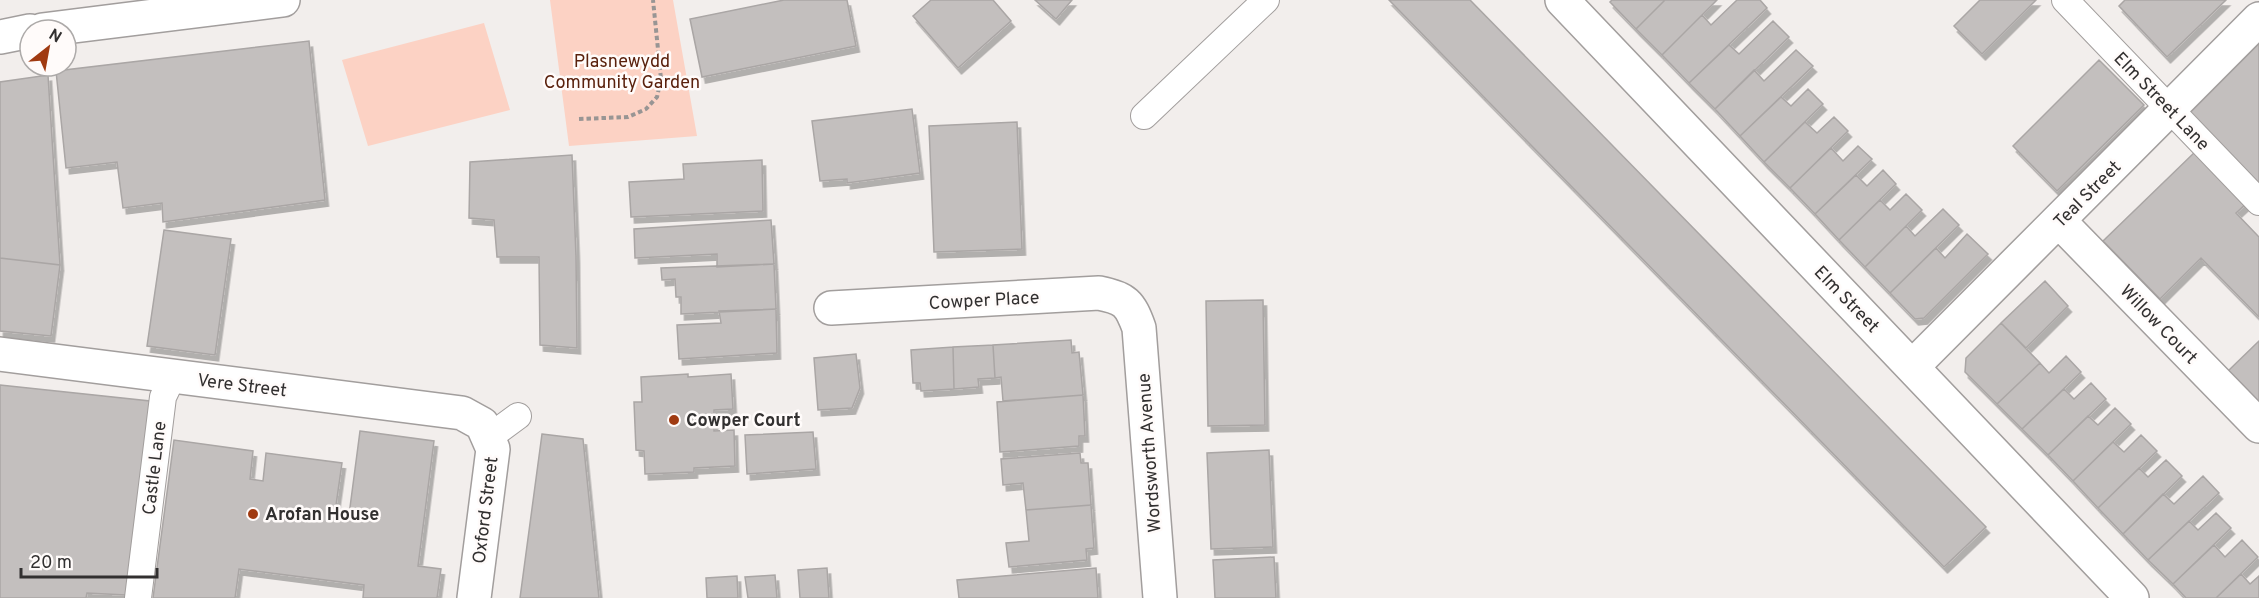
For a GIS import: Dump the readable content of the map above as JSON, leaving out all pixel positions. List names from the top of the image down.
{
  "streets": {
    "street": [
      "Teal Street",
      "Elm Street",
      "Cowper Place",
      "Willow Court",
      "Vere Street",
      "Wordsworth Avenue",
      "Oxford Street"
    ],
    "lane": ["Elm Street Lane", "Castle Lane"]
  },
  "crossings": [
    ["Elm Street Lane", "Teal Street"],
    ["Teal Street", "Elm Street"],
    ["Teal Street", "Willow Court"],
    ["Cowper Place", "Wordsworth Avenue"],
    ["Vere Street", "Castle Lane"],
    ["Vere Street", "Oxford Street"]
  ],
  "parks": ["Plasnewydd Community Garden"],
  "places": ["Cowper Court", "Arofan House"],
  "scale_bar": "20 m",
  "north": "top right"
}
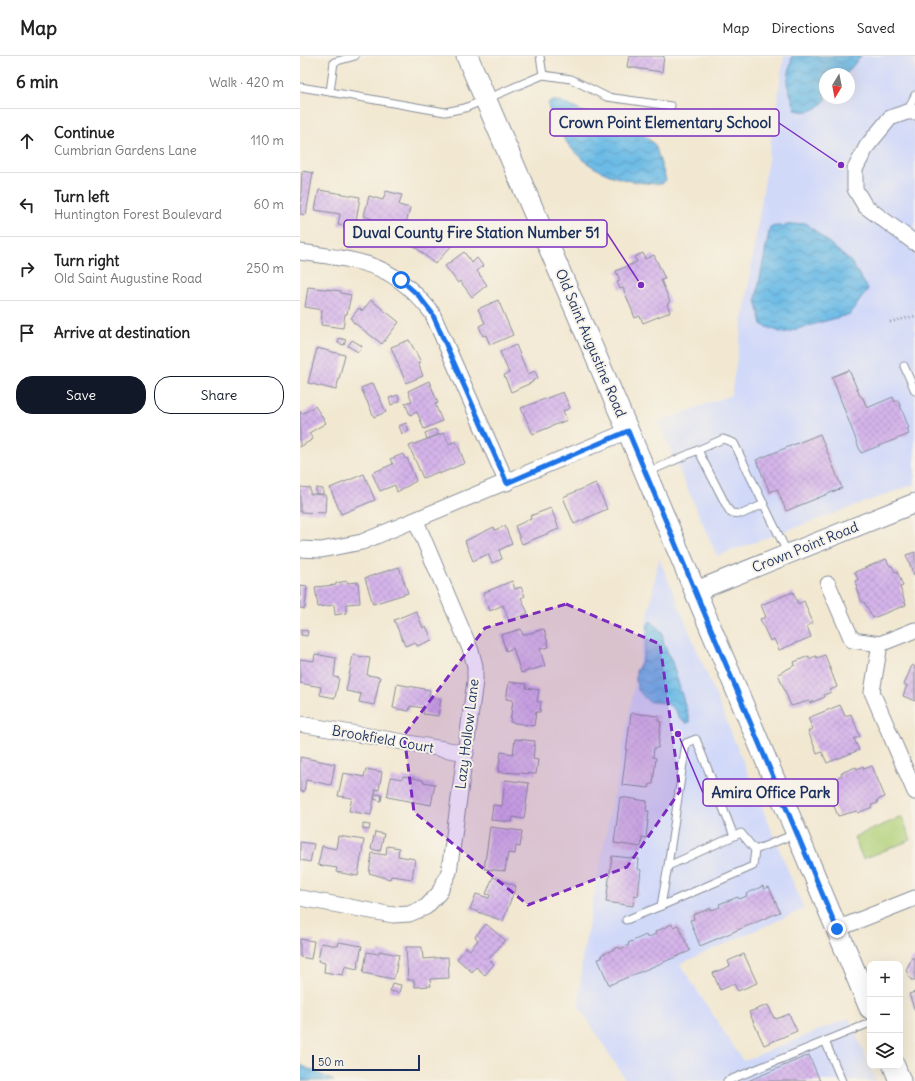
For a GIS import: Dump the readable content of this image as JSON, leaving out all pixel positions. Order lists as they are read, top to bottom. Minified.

....................

Exercise details
Copy out the material above exactly; the images stay out.

Exercise result
For a GIS import: Dump the readable content of the map above as JSON, leaving out all pixel positions. List names from the top of the image down.
{
  "streets": {
    "street": [
      "Teal Street",
      "Elm Street",
      "Cowper Place",
      "Willow Court",
      "Vere Street",
      "Wordsworth Avenue",
      "Oxford Street"
    ],
    "lane": ["Elm Street Lane", "Castle Lane"]
  },
  "crossings": [
    ["Elm Street Lane", "Teal Street"],
    ["Teal Street", "Elm Street"],
    ["Teal Street", "Willow Court"],
    ["Cowper Place", "Wordsworth Avenue"],
    ["Vere Street", "Castle Lane"],
    ["Vere Street", "Oxford Street"]
  ],
  "parks": ["Plasnewydd Community Garden"],
  "places": ["Cowper Court", "Arofan House"],
  "scale_bar": "20 m",
  "north": "top right"
}
For a GIS import: Dump the readable content of this image as JSON, leaving out all pixel positions. Order lists as they are read, top to bottom. Minified.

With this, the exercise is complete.